As I have said, she was of an independent and headstrong nature, but in her first weeks at Triskelion, her admiration for Caradoc as an artist made her glad of his advice and opinion on her own work, which was very lively and freely painted.
She also appeared to enjoy his company, for he was a changed man when with her.
It soon became apparent to me that my friend had fallen in love with Miss Madoc and I noticed that he became increasingly jealous if she spoke to young men, most especially artists in the colony that had grown up in nearby St Melangell.
I tactfully tried to point out to him that Miss Madoc was a very modern young lady, used to mixing in artistic circles and probably missing friends of her own age, for she had little in common with Bea. He fired up at once and said it was no such thing.
He appeared convinced she reciprocated his feelings, even though she liked to tease him by flouting his orders and also by continuing to demand she be allowed to go and live in Cornwall with her friends.

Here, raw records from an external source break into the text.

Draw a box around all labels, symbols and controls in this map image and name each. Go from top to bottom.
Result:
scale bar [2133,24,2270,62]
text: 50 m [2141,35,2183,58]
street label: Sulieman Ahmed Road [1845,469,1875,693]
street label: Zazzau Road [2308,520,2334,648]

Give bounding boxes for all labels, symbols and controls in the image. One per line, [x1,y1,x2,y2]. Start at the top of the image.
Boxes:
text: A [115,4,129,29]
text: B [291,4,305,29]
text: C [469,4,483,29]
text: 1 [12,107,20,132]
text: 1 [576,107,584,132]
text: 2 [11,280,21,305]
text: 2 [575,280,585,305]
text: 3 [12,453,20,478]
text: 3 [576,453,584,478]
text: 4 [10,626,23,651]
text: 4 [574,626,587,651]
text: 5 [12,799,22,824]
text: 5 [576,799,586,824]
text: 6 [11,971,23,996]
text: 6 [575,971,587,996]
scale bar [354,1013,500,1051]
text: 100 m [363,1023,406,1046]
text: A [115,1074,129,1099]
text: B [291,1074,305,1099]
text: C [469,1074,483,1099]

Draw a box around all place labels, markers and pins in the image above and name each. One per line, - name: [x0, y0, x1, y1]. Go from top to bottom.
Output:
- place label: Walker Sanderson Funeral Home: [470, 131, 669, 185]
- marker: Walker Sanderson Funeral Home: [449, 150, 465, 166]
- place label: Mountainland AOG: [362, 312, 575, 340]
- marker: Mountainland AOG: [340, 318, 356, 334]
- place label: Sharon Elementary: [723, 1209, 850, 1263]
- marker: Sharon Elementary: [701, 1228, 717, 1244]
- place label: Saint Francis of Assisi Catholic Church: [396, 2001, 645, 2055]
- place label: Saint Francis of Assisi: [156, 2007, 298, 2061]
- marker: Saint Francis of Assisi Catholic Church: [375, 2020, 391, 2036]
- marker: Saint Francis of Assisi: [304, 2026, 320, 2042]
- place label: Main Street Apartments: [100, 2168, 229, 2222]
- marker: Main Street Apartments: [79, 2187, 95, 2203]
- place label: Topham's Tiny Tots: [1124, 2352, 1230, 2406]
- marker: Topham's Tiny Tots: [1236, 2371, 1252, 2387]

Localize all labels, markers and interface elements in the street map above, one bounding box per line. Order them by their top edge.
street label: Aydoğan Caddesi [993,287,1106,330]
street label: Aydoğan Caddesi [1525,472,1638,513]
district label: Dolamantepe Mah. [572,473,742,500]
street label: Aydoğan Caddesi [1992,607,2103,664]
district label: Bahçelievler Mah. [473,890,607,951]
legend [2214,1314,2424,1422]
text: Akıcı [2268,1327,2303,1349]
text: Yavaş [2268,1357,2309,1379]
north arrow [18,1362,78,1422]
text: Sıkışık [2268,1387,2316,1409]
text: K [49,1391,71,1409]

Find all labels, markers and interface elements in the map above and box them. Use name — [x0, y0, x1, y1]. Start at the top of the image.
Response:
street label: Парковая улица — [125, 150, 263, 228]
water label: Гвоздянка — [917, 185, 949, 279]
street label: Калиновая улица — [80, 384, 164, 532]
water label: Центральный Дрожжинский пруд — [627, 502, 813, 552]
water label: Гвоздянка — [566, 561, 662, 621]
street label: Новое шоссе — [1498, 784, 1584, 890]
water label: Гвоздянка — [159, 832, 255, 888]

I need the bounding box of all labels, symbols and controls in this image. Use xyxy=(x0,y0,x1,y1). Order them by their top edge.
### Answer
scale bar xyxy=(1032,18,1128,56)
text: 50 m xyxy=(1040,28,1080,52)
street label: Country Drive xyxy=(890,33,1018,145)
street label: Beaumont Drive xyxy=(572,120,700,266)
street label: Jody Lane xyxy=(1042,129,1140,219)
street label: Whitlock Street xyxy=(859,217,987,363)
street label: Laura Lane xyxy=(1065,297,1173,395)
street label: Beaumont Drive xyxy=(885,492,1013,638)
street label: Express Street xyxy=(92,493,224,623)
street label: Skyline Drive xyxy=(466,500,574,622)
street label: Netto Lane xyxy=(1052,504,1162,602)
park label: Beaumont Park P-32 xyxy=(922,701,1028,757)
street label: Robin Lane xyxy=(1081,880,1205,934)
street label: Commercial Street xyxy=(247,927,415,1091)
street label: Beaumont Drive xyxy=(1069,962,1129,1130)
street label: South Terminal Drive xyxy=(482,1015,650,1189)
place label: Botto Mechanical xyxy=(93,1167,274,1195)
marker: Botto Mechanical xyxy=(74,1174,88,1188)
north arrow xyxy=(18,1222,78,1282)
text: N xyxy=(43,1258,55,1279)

I was doubtful about this, but since Caradoc was a handsome, well-set-up man who appeared much younger than his forty years I thought it might be so.
I could not say much about the disparity in their ages, either, for he knew very well that I had fallen hopelessly in love with Bea the moment I set eyes on her after she left school.
She was so very pretty and I attributed all the virtues to her that I assumed went with such beauty, despite her occasional sulkiness and ill temper.
I put this down to her father’s refusing to let her come out in London under the aegis of a friend’s mother.
Since no one other than myself knew this was due to the expense it would cost, it made her very bitter.
Nor did he take seriously a boy-and-girl attachment formed with the younger son of a nearby family when he was home on leave. In that, he was right, for the young man returned only to become engaged to someone else.
This gave me a little hope that Bea might look more kindly on me, especially since her father had begun to drop hints about a future marriage with Miss Madoc, which would have put her nose quite out of joint.
At about this time, Miss Madoc seemed to me increasingly unhappy and distant in her manner to Caradoc, as if trying to hold him at arm’s length, but he did not take this seriously, assuring me that although she played hot and cold with him, she would be happy enough to accept his proposal when the right time came to make it.
As Rhys paused, Evie said, ‘Typical male self-delusion in the face of all evidence!’
‘Well, don’t condemn us all, dear lady,’ said Noel.
‘No, that’s true, you aren’t all tarred with the same brush,’ she conceded. ‘Go on, Rhys, I can hardly wait for the rest!’